About this task: Take the entries below and print only the lines from the one with "M781,1579L820,1597L895,1649" through the one with "<!-- secondary casing -->", exactly as they stand, both ends included.

● ● ● ● ● ● ●

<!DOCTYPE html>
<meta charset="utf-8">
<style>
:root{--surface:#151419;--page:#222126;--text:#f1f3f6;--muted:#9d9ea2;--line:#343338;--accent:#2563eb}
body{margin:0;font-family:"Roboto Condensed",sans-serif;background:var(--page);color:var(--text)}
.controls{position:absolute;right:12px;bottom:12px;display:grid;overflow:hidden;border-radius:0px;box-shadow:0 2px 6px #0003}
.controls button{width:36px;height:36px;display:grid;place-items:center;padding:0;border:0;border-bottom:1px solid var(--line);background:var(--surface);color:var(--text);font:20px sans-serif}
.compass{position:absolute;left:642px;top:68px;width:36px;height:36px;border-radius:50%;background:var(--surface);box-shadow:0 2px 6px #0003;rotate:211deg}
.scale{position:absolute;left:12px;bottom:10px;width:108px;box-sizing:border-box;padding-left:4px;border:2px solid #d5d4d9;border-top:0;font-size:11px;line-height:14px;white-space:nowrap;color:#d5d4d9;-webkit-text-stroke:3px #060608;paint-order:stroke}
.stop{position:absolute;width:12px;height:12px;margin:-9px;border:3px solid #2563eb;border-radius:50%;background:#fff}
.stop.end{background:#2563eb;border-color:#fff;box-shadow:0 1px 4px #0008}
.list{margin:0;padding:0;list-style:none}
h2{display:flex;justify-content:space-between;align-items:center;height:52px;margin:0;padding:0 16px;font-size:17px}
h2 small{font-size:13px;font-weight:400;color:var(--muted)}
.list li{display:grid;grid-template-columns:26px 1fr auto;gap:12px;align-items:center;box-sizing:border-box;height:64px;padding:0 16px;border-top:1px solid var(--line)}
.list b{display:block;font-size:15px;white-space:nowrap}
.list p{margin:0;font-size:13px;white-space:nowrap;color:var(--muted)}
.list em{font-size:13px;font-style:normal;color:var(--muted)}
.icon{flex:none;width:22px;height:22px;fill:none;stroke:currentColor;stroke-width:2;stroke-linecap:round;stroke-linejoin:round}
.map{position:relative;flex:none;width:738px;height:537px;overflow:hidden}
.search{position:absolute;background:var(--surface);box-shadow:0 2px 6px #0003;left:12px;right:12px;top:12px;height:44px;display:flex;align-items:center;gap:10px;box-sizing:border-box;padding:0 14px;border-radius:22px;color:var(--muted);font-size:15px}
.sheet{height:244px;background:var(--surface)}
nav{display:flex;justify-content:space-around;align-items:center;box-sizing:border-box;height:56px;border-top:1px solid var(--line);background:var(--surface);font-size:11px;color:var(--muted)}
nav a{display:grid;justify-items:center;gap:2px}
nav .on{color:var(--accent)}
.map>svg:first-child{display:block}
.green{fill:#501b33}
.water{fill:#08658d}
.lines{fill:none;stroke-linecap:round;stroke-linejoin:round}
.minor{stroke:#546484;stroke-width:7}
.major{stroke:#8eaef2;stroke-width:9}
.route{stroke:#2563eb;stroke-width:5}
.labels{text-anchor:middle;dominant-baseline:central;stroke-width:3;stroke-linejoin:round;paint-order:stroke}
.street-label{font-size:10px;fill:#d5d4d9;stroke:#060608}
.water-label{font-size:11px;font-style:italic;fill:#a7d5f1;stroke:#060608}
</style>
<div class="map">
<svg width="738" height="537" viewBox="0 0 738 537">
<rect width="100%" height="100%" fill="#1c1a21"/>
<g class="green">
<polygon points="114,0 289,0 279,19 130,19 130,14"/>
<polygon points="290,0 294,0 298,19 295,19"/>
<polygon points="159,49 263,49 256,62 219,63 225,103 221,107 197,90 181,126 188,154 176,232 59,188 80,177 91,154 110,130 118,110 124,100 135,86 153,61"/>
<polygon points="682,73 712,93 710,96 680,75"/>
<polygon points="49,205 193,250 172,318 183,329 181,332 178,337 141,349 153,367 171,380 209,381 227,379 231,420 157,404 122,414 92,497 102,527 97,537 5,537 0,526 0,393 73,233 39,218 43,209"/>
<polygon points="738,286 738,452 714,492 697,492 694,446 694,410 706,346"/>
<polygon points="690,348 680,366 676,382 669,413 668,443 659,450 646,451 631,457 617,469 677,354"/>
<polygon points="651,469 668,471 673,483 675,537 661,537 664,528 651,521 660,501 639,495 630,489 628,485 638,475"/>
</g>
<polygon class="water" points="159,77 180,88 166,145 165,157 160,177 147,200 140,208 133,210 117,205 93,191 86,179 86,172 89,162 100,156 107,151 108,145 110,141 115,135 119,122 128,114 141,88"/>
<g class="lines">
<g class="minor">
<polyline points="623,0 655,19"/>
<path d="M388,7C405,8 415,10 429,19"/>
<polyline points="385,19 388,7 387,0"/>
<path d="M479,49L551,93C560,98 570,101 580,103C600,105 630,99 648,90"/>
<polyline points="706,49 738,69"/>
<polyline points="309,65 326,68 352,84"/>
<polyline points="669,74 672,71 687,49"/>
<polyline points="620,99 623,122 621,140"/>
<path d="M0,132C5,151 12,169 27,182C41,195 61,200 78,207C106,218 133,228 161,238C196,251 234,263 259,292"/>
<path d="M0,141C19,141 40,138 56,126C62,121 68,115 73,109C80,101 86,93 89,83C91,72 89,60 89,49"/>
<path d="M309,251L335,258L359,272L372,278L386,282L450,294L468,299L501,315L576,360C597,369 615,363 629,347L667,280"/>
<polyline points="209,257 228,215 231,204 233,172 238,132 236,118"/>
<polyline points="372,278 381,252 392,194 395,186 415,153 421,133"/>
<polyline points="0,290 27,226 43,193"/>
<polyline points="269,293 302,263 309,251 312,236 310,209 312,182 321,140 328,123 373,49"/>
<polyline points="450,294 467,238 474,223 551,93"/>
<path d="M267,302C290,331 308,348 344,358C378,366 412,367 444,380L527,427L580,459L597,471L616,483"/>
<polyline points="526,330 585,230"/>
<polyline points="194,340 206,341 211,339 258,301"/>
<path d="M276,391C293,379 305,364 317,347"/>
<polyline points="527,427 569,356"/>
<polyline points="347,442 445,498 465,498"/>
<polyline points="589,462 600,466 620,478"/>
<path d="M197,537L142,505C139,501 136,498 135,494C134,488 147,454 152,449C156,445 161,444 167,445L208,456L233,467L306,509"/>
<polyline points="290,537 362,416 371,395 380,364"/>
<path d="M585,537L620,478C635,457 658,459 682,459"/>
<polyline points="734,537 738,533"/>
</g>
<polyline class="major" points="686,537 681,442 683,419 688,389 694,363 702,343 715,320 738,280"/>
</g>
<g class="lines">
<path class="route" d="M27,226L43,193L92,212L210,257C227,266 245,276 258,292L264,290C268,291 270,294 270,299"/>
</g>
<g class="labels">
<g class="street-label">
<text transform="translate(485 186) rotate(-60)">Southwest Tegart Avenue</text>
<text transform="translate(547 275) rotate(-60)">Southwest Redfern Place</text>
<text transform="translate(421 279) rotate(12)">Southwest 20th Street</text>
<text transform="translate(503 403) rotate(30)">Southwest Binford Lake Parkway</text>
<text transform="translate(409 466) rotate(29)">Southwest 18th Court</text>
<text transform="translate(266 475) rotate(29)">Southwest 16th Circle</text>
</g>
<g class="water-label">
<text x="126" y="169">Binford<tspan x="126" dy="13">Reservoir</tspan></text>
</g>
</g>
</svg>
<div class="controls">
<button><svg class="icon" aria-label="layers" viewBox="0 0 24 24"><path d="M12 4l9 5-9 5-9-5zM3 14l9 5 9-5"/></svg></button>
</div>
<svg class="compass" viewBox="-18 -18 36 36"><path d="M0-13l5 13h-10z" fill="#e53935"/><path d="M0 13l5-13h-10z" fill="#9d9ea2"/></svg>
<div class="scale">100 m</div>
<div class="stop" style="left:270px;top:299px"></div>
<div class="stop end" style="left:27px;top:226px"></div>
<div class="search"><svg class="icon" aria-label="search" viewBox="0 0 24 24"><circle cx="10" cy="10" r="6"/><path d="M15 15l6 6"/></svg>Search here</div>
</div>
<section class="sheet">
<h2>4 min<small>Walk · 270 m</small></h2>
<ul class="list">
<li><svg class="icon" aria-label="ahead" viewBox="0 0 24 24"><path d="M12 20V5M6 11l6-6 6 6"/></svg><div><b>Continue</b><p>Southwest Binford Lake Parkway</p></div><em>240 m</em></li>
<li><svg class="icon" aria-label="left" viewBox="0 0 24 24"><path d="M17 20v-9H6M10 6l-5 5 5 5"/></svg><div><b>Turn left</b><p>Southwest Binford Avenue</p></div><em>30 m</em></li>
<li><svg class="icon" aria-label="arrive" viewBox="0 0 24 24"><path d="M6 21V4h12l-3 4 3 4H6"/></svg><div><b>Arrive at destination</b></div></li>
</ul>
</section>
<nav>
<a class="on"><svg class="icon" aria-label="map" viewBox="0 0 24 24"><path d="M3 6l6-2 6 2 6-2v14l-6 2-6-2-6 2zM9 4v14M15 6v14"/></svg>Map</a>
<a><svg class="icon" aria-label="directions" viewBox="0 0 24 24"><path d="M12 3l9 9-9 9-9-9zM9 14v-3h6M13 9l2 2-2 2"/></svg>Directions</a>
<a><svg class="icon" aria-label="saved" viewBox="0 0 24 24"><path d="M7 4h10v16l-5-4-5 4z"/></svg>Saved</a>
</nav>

● ● ● ● ● ● ●

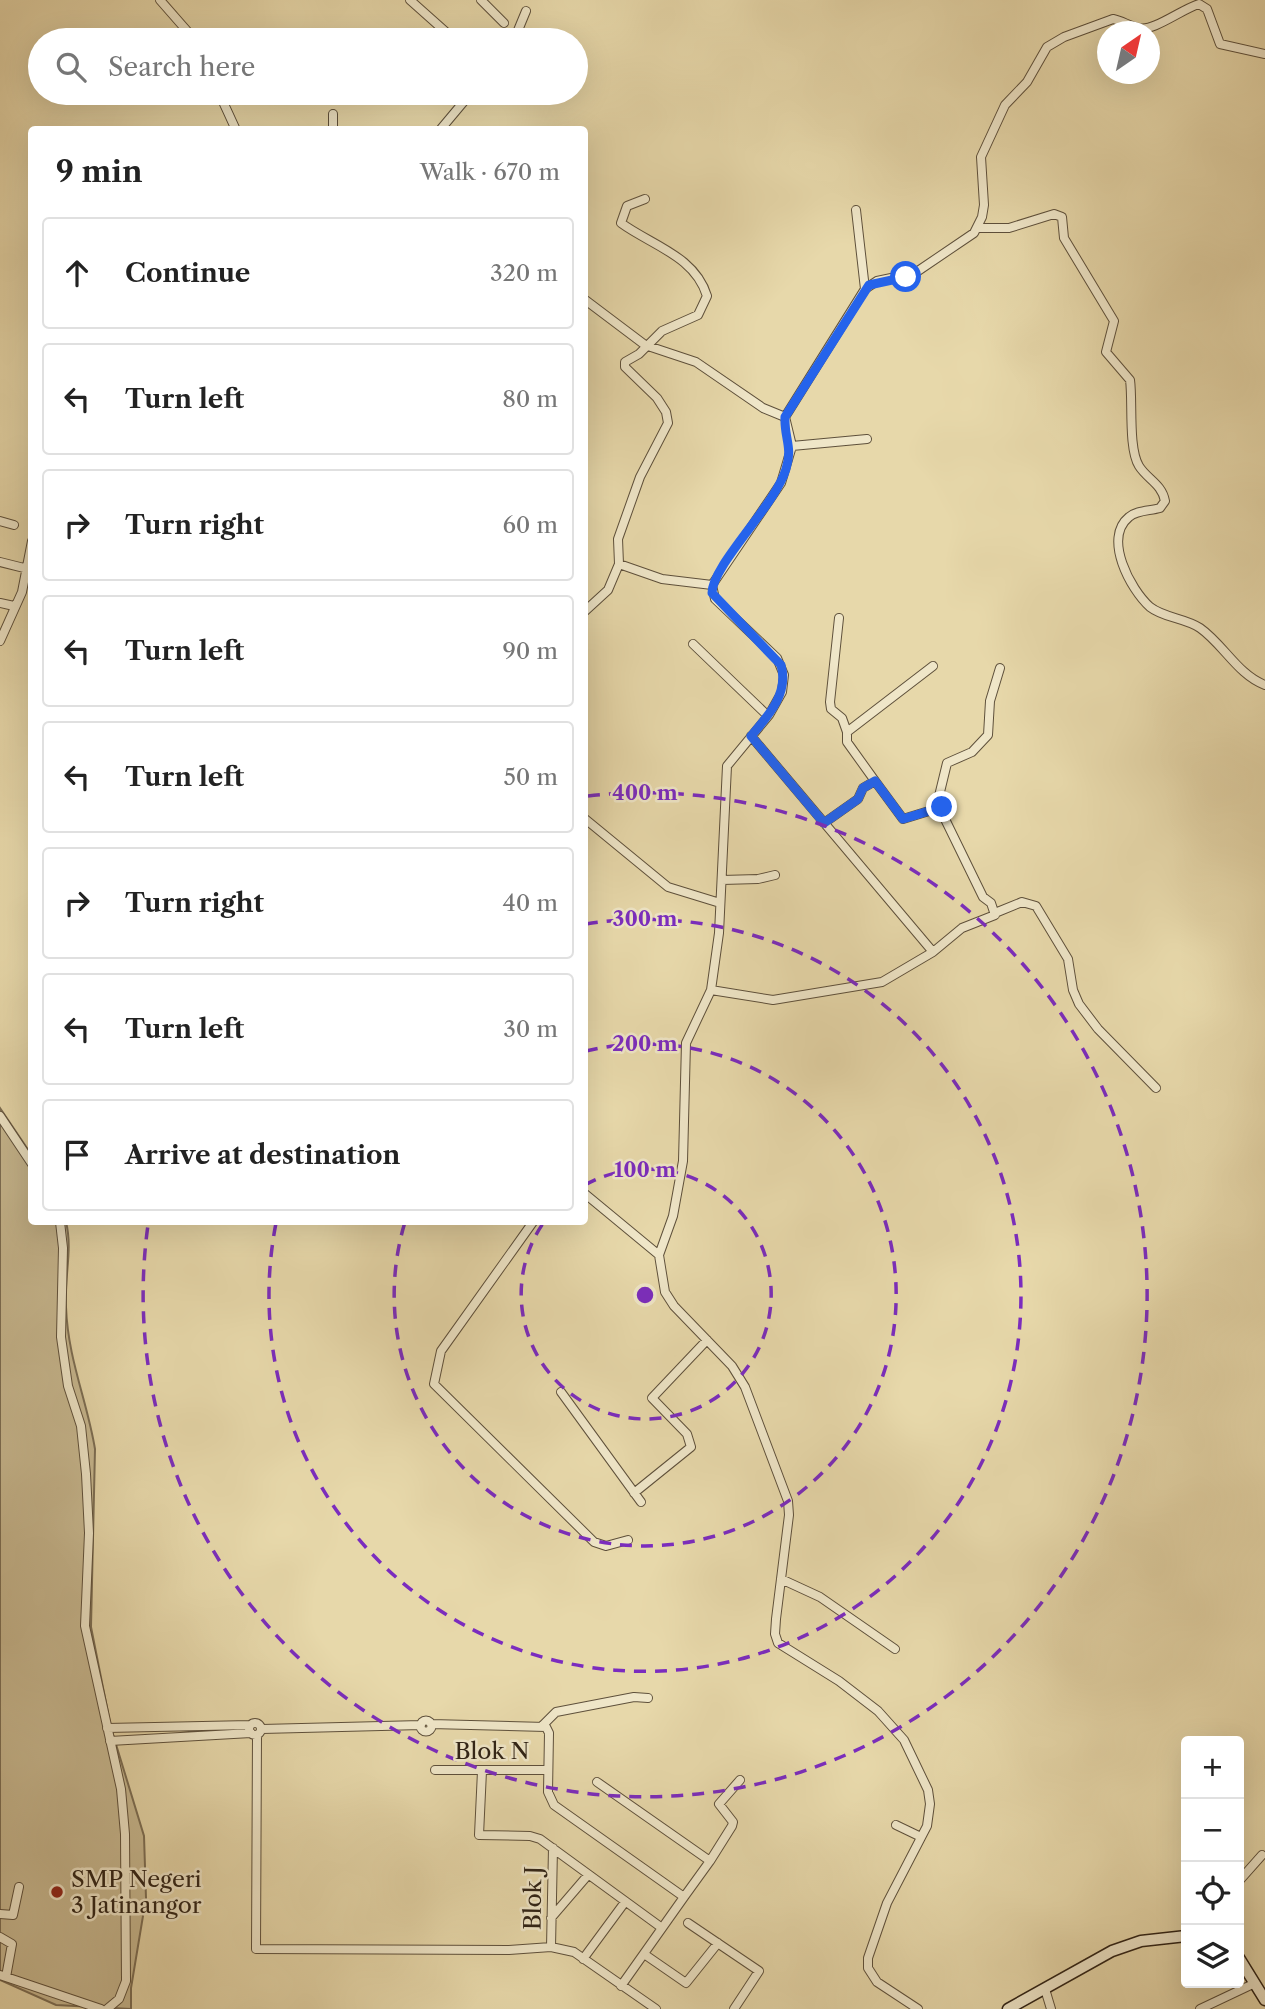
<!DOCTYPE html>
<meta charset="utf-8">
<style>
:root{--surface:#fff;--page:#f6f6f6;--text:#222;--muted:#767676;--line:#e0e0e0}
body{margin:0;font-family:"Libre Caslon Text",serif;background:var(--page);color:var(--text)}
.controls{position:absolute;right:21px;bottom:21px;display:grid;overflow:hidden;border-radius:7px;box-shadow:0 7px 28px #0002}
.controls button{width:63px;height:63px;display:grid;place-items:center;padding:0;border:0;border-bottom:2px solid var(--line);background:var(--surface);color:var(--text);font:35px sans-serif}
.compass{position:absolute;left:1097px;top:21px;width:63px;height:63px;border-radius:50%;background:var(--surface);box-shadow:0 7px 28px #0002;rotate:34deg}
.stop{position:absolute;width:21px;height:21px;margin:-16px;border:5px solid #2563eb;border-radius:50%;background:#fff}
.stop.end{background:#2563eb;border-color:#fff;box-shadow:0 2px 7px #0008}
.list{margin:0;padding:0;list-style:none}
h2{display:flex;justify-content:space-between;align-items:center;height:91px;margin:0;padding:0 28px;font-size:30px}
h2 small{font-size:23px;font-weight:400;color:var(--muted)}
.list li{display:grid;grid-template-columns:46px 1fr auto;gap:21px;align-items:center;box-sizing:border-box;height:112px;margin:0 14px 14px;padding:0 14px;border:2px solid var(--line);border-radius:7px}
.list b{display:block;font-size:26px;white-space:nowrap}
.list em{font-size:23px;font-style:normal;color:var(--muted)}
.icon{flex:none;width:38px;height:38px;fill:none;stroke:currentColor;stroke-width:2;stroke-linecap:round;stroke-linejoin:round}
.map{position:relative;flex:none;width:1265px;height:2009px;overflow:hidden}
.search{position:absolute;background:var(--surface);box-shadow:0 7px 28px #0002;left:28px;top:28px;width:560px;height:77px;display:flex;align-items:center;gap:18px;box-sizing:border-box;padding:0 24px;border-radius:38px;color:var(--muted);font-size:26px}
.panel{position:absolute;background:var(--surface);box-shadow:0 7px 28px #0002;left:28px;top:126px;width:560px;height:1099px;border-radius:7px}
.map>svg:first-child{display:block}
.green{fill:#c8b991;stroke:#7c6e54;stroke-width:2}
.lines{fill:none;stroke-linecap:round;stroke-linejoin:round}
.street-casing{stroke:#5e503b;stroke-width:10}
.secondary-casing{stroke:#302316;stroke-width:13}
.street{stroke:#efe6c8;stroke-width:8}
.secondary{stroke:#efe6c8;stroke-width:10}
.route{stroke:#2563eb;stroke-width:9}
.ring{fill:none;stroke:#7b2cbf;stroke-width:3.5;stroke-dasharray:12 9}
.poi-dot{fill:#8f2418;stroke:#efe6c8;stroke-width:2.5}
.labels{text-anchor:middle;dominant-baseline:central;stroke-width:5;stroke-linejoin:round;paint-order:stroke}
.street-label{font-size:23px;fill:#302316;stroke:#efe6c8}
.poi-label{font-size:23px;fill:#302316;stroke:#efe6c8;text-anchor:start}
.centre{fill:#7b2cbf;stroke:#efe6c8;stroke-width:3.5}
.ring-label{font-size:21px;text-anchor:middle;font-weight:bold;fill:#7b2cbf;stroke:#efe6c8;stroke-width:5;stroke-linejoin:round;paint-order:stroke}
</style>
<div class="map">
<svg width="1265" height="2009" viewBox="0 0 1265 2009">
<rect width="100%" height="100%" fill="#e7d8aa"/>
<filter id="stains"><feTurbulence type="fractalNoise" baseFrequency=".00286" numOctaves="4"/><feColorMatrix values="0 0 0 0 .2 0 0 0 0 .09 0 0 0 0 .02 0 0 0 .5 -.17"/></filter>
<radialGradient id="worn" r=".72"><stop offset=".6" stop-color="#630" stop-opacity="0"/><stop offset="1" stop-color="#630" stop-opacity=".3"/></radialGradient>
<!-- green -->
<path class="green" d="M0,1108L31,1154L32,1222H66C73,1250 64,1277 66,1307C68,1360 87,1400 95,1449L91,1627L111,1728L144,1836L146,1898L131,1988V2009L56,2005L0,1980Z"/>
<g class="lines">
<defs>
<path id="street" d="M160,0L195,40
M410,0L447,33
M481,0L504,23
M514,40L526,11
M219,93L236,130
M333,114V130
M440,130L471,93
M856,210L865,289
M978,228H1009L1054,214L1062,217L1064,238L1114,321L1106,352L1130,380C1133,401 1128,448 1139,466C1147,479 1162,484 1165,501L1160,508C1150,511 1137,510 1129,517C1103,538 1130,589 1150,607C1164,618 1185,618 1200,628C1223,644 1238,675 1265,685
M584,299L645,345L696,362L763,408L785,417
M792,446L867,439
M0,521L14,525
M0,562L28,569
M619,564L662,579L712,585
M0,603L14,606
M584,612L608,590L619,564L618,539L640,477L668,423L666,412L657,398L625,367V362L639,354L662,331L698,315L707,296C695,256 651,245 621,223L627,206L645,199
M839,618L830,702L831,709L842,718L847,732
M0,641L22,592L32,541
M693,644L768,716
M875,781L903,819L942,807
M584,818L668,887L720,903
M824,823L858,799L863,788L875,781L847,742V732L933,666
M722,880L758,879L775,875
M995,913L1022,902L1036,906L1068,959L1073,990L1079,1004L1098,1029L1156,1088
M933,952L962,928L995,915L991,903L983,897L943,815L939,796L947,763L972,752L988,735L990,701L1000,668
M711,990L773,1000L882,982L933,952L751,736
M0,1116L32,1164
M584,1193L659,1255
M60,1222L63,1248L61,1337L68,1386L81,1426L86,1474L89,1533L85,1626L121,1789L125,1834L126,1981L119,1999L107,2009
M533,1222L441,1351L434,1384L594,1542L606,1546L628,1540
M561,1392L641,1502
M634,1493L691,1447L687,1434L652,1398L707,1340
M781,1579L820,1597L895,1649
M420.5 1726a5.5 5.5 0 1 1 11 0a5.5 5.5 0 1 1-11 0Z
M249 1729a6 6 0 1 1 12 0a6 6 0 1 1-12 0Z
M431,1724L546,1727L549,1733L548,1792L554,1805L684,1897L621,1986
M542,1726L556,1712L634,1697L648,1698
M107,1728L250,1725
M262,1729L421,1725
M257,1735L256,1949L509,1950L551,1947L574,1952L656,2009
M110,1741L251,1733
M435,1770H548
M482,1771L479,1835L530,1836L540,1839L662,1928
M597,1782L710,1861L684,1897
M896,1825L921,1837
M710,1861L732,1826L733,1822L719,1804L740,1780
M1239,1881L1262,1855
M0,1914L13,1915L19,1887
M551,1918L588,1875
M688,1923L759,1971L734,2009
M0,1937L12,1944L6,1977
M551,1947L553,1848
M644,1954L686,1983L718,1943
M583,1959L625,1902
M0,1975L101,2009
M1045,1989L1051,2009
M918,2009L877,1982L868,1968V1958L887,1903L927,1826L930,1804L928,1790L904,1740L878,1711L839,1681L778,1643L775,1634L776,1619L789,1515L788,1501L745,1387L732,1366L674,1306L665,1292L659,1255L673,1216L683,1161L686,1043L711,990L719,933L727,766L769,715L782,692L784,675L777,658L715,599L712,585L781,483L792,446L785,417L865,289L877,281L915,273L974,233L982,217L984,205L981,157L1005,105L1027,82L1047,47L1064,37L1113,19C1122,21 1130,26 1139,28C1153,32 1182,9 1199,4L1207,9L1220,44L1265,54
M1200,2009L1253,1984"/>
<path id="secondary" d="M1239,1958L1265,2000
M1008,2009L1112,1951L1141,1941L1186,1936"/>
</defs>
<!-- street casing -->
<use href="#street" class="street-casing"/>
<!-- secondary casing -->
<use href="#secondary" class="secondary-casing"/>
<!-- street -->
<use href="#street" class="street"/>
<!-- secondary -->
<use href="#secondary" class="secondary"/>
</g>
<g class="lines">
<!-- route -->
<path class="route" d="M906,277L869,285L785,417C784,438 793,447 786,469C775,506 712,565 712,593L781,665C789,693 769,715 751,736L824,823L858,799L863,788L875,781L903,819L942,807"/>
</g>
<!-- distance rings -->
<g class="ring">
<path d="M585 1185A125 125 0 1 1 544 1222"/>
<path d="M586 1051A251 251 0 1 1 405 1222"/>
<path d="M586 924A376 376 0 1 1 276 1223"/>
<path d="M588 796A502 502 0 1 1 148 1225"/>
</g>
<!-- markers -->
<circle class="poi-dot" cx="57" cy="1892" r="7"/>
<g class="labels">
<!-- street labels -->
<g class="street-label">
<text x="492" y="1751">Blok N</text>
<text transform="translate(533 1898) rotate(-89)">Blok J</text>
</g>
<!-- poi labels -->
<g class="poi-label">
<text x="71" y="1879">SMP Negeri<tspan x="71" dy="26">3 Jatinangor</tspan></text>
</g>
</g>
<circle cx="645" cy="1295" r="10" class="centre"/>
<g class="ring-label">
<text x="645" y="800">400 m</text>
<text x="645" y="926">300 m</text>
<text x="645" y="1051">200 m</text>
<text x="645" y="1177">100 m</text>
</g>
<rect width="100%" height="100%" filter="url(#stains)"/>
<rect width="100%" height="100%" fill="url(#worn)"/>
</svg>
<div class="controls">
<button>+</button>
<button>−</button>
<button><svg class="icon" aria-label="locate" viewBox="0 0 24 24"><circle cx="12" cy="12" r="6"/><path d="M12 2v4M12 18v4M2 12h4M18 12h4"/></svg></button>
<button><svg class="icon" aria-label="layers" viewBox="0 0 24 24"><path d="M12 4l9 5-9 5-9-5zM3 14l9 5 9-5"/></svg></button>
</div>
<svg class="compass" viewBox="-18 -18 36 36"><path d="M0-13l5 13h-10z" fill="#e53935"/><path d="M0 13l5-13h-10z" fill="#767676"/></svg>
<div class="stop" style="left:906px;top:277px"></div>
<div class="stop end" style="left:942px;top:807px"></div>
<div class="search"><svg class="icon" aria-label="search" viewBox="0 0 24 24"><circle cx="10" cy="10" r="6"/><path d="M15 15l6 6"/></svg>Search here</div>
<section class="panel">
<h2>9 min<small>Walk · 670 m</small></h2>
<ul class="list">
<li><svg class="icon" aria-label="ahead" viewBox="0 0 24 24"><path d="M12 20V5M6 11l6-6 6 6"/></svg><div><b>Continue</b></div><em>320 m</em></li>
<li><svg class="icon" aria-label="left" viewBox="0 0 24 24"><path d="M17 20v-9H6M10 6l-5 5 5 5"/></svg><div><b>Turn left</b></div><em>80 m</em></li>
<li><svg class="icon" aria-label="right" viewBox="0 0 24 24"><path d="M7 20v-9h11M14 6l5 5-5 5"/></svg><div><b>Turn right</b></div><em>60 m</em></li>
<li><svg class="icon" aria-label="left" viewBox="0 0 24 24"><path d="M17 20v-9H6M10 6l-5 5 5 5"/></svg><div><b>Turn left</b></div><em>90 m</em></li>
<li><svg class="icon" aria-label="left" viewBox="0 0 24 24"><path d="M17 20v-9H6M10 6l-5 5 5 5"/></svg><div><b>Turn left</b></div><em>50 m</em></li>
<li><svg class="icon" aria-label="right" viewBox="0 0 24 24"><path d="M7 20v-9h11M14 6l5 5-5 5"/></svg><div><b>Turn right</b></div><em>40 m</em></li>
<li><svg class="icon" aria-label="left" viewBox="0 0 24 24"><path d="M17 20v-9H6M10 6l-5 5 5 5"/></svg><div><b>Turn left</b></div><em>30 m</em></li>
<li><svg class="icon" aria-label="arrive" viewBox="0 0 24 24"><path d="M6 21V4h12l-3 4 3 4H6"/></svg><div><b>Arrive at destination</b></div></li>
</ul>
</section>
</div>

● ● ● ● ● ● ●

Exercise solution:
M781,1579L820,1597L895,1649
M420.5 1726a5.5 5.5 0 1 1 11 0a5.5 5.5 0 1 1-11 0Z
M249 1729a6 6 0 1 1 12 0a6 6 0 1 1-12 0Z
M431,1724L546,1727L549,1733L548,1792L554,1805L684,1897L621,1986
M542,1726L556,1712L634,1697L648,1698
M107,1728L250,1725
M262,1729L421,1725
M257,1735L256,1949L509,1950L551,1947L574,1952L656,2009
M110,1741L251,1733
M435,1770H548
M482,1771L479,1835L530,1836L540,1839L662,1928
M597,1782L710,1861L684,1897
M896,1825L921,1837
M710,1861L732,1826L733,1822L719,1804L740,1780
M1239,1881L1262,1855
M0,1914L13,1915L19,1887
M551,1918L588,1875
M688,1923L759,1971L734,2009
M0,1937L12,1944L6,1977
M551,1947L553,1848
M644,1954L686,1983L718,1943
M583,1959L625,1902
M0,1975L101,2009
M1045,1989L1051,2009
M918,2009L877,1982L868,1968V1958L887,1903L927,1826L930,1804L928,1790L904,1740L878,1711L839,1681L778,1643L775,1634L776,1619L789,1515L788,1501L745,1387L732,1366L674,1306L665,1292L659,1255L673,1216L683,1161L686,1043L711,990L719,933L727,766L769,715L782,692L784,675L777,658L715,599L712,585L781,483L792,446L785,417L865,289L877,281L915,273L974,233L982,217L984,205L981,157L1005,105L1027,82L1047,47L1064,37L1113,19C1122,21 1130,26 1139,28C1153,32 1182,9 1199,4L1207,9L1220,44L1265,54
M1200,2009L1253,1984"/>
<path id="secondary" d="M1239,1958L1265,2000
M1008,2009L1112,1951L1141,1941L1186,1936"/>
</defs>
<!-- street casing -->
<use href="#street" class="street-casing"/>
<!-- secondary casing -->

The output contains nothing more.